This post was authored by Gerard R. Martin, MD, FACC, a past chair of the ACC’s Adult Congenital and Pediatric Cardiology Council and senior vice president, Center for Heart, Lung and Kidney Disease, Children’s National Health System.
In the last several years, cardiologists working with obstetricians have made great strides towards increased prenatal diagnosis of critical heart defects, with the proportion of defects diagnosed before birth increasing from 44.9 percent in 2004 to 63.8 percent in 2009, in a Massachusetts statewide population study. This is good news for the nearly 40,000 babies who are born with congenital heart disease every year – but we still have a long ways to go, as diagnosis rates continue to vary greatly between hospital centers and regions of the country.

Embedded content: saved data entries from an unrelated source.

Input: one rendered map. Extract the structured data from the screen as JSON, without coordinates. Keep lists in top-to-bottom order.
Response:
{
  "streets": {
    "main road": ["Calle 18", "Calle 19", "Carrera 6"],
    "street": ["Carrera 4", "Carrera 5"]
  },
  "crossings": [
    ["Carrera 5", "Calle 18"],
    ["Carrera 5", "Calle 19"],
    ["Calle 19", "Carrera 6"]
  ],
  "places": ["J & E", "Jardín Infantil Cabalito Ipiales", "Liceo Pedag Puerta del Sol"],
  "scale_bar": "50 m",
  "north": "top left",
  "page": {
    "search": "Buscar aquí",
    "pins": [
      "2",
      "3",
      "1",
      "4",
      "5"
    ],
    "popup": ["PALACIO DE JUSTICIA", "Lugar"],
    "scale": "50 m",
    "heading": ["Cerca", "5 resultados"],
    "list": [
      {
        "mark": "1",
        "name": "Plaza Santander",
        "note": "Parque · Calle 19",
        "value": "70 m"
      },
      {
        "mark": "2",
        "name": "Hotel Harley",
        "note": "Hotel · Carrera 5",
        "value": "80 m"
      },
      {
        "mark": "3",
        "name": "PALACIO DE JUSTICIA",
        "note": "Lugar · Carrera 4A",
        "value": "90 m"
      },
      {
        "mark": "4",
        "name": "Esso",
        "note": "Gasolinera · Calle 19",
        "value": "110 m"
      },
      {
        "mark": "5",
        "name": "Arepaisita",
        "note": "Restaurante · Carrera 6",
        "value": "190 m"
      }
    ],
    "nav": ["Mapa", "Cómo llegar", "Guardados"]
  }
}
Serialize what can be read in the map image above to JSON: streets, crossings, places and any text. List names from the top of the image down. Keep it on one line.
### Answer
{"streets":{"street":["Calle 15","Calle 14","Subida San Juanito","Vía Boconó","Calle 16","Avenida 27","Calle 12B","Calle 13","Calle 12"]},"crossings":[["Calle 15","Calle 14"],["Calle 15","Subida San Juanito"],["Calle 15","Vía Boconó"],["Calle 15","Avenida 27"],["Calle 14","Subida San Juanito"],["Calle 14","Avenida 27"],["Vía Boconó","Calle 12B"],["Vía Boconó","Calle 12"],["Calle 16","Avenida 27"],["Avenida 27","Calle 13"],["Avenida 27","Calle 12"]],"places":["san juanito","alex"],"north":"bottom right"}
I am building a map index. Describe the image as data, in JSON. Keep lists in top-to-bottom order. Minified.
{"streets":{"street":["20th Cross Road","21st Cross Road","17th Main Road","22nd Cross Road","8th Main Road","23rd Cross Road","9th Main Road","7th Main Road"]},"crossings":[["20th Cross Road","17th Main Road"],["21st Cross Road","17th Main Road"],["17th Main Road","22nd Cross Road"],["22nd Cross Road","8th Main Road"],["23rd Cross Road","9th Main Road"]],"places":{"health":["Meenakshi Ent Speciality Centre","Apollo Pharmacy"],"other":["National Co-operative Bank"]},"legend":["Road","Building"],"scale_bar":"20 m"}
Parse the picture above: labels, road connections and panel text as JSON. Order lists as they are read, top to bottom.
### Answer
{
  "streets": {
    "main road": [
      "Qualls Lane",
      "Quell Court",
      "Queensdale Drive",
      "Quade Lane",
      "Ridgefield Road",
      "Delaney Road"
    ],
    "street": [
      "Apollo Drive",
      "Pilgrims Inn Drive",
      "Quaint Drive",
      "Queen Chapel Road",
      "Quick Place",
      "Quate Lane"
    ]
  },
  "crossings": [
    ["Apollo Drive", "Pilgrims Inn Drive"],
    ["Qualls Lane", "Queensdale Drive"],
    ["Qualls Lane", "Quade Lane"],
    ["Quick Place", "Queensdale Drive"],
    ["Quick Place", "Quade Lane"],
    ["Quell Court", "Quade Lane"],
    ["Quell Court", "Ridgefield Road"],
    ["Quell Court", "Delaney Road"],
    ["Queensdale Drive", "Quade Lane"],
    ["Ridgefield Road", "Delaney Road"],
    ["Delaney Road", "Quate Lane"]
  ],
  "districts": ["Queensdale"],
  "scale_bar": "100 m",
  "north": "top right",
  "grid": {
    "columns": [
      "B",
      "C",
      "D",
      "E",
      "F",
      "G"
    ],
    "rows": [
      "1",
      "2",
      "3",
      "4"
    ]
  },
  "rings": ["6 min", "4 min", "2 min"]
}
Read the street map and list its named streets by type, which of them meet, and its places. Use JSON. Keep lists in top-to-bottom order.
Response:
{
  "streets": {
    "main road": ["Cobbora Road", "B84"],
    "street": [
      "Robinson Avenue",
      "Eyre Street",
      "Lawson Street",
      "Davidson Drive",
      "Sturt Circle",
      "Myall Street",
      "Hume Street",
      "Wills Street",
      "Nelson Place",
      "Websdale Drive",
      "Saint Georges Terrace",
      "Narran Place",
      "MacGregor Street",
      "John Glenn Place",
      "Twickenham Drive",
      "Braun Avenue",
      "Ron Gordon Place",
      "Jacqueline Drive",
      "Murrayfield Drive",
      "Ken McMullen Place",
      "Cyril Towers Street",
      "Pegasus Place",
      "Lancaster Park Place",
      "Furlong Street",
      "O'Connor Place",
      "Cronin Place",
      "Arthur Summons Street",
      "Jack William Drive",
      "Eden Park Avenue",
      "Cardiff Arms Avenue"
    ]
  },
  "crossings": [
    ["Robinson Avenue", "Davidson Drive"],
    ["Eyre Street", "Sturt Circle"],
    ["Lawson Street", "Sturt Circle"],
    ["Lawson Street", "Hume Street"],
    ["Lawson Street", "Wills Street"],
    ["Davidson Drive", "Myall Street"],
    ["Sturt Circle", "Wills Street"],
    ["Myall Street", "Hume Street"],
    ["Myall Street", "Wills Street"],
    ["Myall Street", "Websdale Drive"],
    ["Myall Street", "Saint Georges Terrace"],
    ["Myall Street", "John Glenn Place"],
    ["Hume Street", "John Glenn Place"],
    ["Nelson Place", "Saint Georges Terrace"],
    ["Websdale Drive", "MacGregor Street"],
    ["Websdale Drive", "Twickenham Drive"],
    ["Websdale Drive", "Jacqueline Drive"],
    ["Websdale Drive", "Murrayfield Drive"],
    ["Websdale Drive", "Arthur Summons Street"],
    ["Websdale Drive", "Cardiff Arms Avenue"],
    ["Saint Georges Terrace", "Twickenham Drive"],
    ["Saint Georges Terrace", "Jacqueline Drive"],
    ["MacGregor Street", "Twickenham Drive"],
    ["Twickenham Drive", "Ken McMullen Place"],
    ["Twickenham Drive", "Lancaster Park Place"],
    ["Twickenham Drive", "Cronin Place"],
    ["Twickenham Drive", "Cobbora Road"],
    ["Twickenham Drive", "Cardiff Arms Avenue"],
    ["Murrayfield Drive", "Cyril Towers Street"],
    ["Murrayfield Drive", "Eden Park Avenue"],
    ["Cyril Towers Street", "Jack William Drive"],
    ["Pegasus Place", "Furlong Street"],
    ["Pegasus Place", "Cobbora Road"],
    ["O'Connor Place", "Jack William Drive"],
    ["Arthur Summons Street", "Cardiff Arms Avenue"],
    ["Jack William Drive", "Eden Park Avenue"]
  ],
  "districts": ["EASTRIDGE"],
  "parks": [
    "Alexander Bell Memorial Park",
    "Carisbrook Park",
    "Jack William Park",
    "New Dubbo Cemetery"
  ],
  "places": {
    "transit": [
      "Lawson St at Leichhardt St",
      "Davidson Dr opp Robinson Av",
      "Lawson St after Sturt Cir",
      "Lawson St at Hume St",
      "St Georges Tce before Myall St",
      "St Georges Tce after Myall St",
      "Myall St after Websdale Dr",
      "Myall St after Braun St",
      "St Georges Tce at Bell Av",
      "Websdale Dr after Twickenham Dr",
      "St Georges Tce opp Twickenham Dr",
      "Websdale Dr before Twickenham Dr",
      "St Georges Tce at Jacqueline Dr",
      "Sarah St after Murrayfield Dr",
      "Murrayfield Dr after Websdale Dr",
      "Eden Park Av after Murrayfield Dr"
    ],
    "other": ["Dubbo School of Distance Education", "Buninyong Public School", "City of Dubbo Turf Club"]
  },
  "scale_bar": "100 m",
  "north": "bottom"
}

A recent MedPage Today article entitled, “Heart Defects Still Often Found Late,” notes that once a newborn is discharged, rates of morbidity and mortality from a delayed diagnosis go up significantly. Delayed diagnosis affects the early care and can even mean an unnecessary or premature death.
Many states are beginning to combat late diagnosis of critical congenital heart disease (CCHD) by implementing pulse oximetry screening mandates for all newborns. As of August, 2014, 40 states have enacted pulse oximetry legislation or regulations, however that still leaves 10 states that have not enacted mandates for CCHD. The number of ‘saves’ reported by this inexpensive and painless test is notable, however, only a few states systematically track screening outcomes in a way that can be used at the national level to understand and improve timely diagnosis. These screenings are helping to further increase rates of pre-discharge diagnosis, but defects that don’t always cause hypoxemia will still present a challenge and the need for data collection either through birth defects registries and/or through state departments of health cannot be underestimated.
The College and the ACC’s Adult Congenital and Pediatric Member Section have been active advocates for pulse oximetry legislation or regulation in every state. These mechanisms are critical to increasing prompt diagnosis of defects. The ACC will continue to work with local ACC Chapters and medical and patient stakeholders to ensure the voice of the congenital heart disease patient, family and caregiver is heard at the local, state and national levels.